It is in writing, which makes it more solid, and truer, like there is nothing else really to discuss.
It makes them want your product or services more.
Build a buffer
Never begin with your final offer. Give yourself a sufficient “cushion” between what you are asking for and what you want. This will enable you to make compromises without giving up anything important, and demonstrates to the other party that you are flexible.
Be the world’s best listener
Watch the body language closely. Read what isn’t being said.
Negotiations are often emotional, so taking the time to acknowledge your counterpart’s feelings, rather than minimizing them, can help bring things into balance.
Paraphrase what was said, reflecting the last few words, asking open-ended questions to provide further insight, and encouraging by giving a head nod or saying “I see.”
Try to listen more than you speak; utilize silence and pausing; and build rapport and trust, which can lead to a better agreement.
Body language can affect the way information is received and presented. Fidgeting, nail biting or twitching can indicate nervousness or lack of confidence. It could also distract others from what you’re trying to say.
Always negotiate in person
People are more connected to their phones and computers than ever, making it hard even to get them to meet in person. But it will be more effective when you do.
A great negotiator, when needed, uses his emotions, family, heritage, spirituality, body language, fashion, sexuality, humor, and everything else in between to win, to make a deal happen.
However, if the phone is your only option, note the importance of having an agenda, knowing what you want out of the call before making it, and using few words.
Shift the accountability (even if the person is not real)
When a deal or negotiation is not going the way you want, you can give yourself some leeway by putting the responsibility on someone else … even if you have to make the person up.
Keep it short and simple
Don’t say too much.
A classic response when going into neutral gear is a long blank stare across the table. This gets competitors confused and annoyed at the same time.
Being neutral and not reacting gives you the upper hand in the negotiation and gets the other side to work harder to get a response.
Occasionally give mixed signals
If your counterpart knows what waits around the corner, he or she will be prepared, and you want to keep the other side unprepared, on his or her toes.
To do that, try sending out mixed signals to get the competitor flustered. He might say something positive and then drastically change his mind, throwing the other party off guard.
Know your limits
Decide beforehand what your absolute minimum outcome is, and do not be afraid to leave the negotiations if you cannot get it.
Back away for a breather
Try the strategy to make the other side forget about the deal for a few minutes. Take the conversation to a place far away from your subject and a pleasant subject. Then, all of a sudden without any notice, take it back to the negotiation.

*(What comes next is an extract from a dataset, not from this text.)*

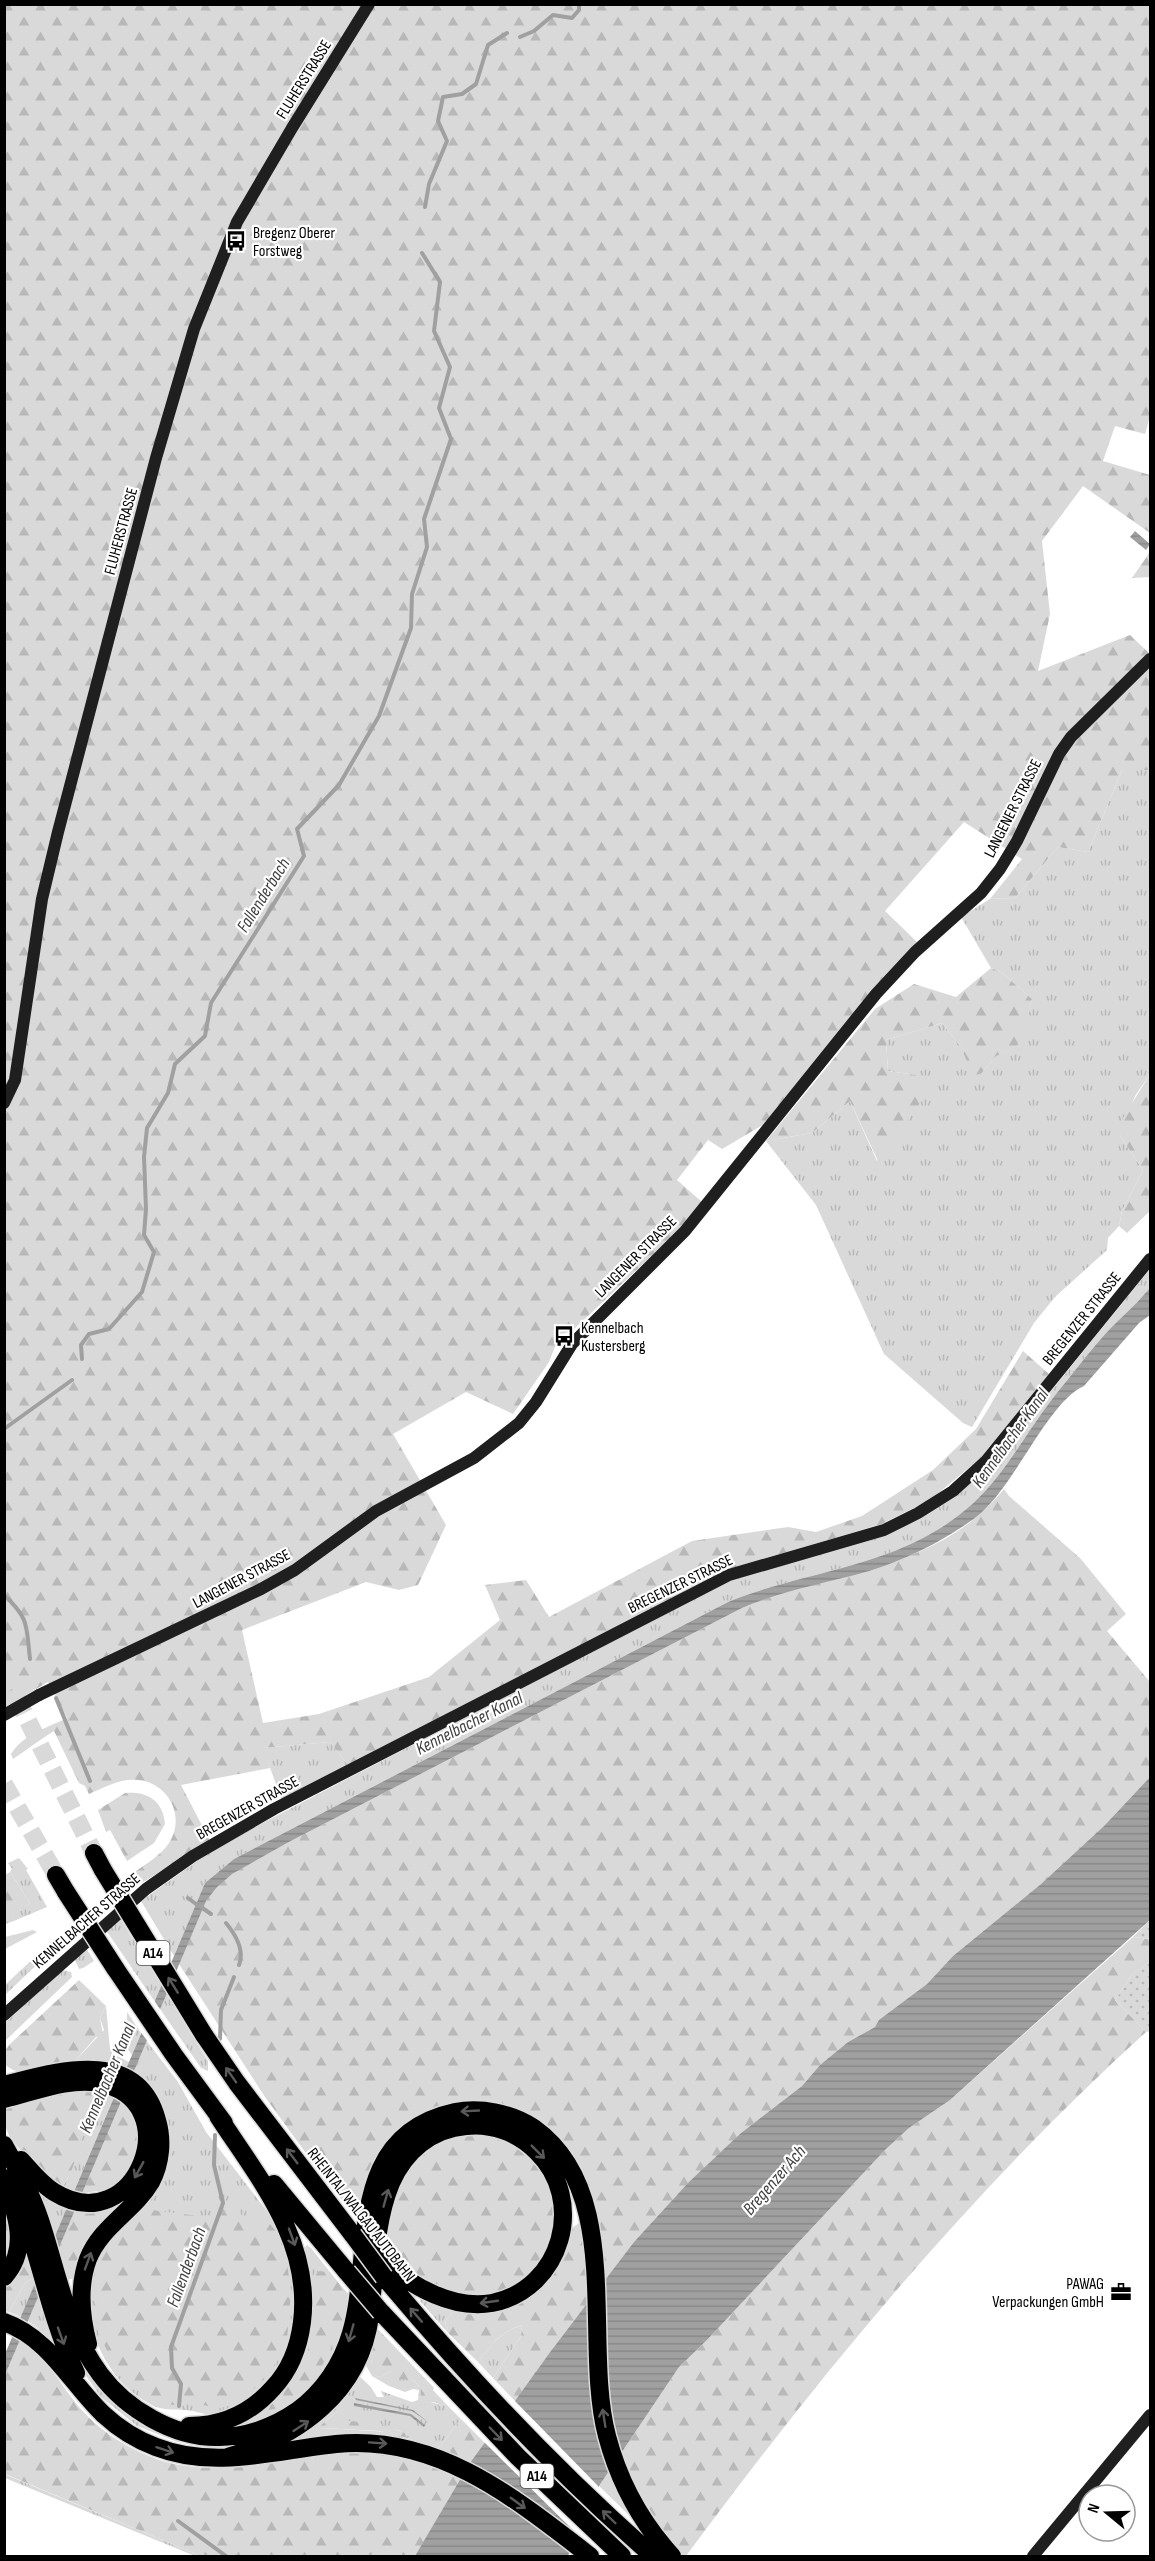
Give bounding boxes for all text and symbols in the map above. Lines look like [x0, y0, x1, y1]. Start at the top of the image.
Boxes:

This often works well when the negotiation isn’t moving towards where you want it to be or if the situation gets too heated. It can also give you a chance to approach the deal from a different angle.
Work with a partner when possible … good cop, bad cop
Often hearing the same message from two people with different perspectives will reinforce the message. For this to work, you need to find a partner who works well with you and can take control of the situation when you can’t.
The good cop exists only with the bad cop, and they seem to be working separately, but it is all an illusion, after all, they are on the same team.
Always maintain your cool
If negotiations become argumentative, walk away and “take five” to reassess your situation. If the other party is not willing to come to an acceptable compromise, consider whether it is more beneficial for you to continue or to end the negotiations simply.
The bottom line
The ability to negotiate successfully whether in your business or personal life can make the difference between success and failure. Whether it’s buying a car, disputing credit card charges, or, partnering with another business, the basic principles of negotiation are the same. Just remember that even the most skilled and experienced negotiators will feel discomfort when negotiating. The only difference is a skilled negotiator has learned to recognize, and suppress those feelings.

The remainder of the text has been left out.